Task brief
Below are some records; find each line that carries the word "setLineDash" and copy it.

Information given
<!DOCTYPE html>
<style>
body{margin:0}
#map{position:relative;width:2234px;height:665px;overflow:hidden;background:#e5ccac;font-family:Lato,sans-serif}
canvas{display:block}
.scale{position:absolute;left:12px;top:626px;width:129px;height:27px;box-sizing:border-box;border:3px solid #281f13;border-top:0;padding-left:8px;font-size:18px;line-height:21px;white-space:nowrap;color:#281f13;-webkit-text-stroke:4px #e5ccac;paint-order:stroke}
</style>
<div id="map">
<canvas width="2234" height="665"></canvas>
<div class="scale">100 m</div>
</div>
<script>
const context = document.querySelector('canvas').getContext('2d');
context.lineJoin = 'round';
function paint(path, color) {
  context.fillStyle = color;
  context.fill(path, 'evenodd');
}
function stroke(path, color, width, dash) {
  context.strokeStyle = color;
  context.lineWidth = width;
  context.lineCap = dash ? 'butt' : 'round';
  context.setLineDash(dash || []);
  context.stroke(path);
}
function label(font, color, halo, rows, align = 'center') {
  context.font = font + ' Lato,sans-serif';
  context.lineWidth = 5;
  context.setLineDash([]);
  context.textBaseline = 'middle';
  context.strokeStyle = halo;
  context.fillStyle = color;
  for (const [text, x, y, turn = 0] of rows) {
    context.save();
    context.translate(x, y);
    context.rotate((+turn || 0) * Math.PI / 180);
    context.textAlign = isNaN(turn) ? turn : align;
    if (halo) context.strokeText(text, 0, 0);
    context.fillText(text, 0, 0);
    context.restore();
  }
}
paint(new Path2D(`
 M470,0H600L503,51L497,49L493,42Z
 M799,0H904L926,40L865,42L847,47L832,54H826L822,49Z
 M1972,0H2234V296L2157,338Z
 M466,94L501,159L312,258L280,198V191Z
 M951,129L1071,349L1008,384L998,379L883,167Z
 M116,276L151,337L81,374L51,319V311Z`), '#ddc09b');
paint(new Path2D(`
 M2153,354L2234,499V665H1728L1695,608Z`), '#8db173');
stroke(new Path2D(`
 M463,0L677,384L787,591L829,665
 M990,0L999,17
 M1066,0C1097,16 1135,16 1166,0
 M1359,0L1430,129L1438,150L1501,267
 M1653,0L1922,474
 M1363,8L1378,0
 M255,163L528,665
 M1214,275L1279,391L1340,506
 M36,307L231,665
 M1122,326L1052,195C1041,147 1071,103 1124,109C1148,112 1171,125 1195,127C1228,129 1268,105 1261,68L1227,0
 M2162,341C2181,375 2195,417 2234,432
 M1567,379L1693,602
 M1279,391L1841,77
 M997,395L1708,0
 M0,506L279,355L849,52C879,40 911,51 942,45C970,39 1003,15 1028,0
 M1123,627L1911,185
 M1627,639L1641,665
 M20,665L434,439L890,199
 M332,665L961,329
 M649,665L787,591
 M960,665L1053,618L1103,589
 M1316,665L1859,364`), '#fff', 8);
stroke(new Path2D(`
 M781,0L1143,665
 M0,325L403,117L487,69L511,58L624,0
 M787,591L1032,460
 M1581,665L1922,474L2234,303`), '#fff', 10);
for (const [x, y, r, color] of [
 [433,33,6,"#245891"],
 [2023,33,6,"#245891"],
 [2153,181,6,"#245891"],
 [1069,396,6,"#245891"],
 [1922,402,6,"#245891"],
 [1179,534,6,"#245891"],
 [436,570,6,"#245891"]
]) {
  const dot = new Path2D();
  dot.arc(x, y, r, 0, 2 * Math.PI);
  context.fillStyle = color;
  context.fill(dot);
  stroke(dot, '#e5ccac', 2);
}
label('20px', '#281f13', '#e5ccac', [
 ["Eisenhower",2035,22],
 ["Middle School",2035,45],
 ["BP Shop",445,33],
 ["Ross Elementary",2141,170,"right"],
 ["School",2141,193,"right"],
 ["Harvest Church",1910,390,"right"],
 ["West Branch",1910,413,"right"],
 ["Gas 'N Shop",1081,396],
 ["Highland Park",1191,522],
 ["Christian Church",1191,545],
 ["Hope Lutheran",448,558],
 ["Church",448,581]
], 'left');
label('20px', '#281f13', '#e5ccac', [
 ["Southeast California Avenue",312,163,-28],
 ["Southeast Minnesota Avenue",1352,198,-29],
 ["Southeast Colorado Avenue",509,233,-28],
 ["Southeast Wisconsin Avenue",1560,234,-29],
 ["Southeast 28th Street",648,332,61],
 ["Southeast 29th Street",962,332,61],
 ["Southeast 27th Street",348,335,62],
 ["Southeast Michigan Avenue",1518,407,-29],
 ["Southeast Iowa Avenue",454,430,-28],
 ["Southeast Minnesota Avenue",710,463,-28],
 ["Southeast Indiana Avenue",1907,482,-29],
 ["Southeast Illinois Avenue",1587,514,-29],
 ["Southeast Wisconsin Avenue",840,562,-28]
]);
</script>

Answer section
  context.setLineDash(dash || []);
  context.setLineDash([]);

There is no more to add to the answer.